→ Your goal
Set down the line that has "Dump the readable content of this picture" and each line beneath it, through the last line of the entries, exactly and with no others.

+--

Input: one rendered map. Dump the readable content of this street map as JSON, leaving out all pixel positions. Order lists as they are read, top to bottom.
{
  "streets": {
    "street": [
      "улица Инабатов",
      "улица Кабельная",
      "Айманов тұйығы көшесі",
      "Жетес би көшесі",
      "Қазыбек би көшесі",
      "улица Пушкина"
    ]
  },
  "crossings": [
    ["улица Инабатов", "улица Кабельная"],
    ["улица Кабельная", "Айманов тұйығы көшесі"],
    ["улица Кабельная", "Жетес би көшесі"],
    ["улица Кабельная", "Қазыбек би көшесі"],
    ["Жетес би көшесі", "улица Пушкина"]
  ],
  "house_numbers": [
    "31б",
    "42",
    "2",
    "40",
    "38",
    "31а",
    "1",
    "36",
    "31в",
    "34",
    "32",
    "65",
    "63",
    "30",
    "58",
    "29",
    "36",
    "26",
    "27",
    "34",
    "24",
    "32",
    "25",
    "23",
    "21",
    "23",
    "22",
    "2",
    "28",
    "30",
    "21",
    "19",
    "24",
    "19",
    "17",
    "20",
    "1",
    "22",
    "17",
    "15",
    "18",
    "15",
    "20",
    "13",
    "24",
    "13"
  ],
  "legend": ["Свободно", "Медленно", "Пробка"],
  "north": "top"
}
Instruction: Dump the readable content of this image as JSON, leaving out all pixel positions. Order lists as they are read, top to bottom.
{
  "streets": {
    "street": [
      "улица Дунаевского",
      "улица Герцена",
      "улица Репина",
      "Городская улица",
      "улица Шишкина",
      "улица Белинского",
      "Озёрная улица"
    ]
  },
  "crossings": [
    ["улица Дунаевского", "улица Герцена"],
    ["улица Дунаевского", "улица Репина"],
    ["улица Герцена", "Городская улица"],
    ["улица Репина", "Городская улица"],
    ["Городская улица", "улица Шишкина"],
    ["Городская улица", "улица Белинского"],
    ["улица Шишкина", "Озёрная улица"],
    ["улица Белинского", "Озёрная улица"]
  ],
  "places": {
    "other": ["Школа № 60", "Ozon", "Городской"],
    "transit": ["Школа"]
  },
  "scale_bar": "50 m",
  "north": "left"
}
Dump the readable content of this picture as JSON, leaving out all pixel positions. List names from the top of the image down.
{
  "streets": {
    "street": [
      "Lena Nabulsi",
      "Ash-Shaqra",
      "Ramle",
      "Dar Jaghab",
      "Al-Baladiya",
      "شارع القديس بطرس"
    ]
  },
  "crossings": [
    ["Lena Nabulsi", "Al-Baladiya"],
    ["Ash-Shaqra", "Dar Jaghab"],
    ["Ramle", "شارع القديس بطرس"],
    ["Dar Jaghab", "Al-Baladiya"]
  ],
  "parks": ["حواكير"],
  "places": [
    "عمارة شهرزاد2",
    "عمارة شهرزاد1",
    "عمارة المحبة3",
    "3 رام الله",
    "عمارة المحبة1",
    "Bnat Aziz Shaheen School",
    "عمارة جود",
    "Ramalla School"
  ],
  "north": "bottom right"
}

+--

→ Written response
Dump the readable content of this picture as JSON, leaving out all pixel positions. List names from the top of the image down.
{
  "streets": {
    "street": [
      "Lena Nabulsi",
      "Ash-Shaqra",
      "Ramle",
      "Dar Jaghab",
      "Al-Baladiya",
      "شارع القديس بطرس"
    ]
  },
  "crossings": [
    ["Lena Nabulsi", "Al-Baladiya"],
    ["Ash-Shaqra", "Dar Jaghab"],
    ["Ramle", "شارع القديس بطرس"],
    ["Dar Jaghab", "Al-Baladiya"]
  ],
  "parks": ["حواكير"],
  "places": [
    "عمارة شهرزاد2",
    "عمارة شهرزاد1",
    "عمارة المحبة3",
    "3 رام الله",
    "عمارة المحبة1",
    "Bnat Aziz Shaheen School",
    "عمارة جود",
    "Ramalla School"
  ],
  "north": "bottom right"
}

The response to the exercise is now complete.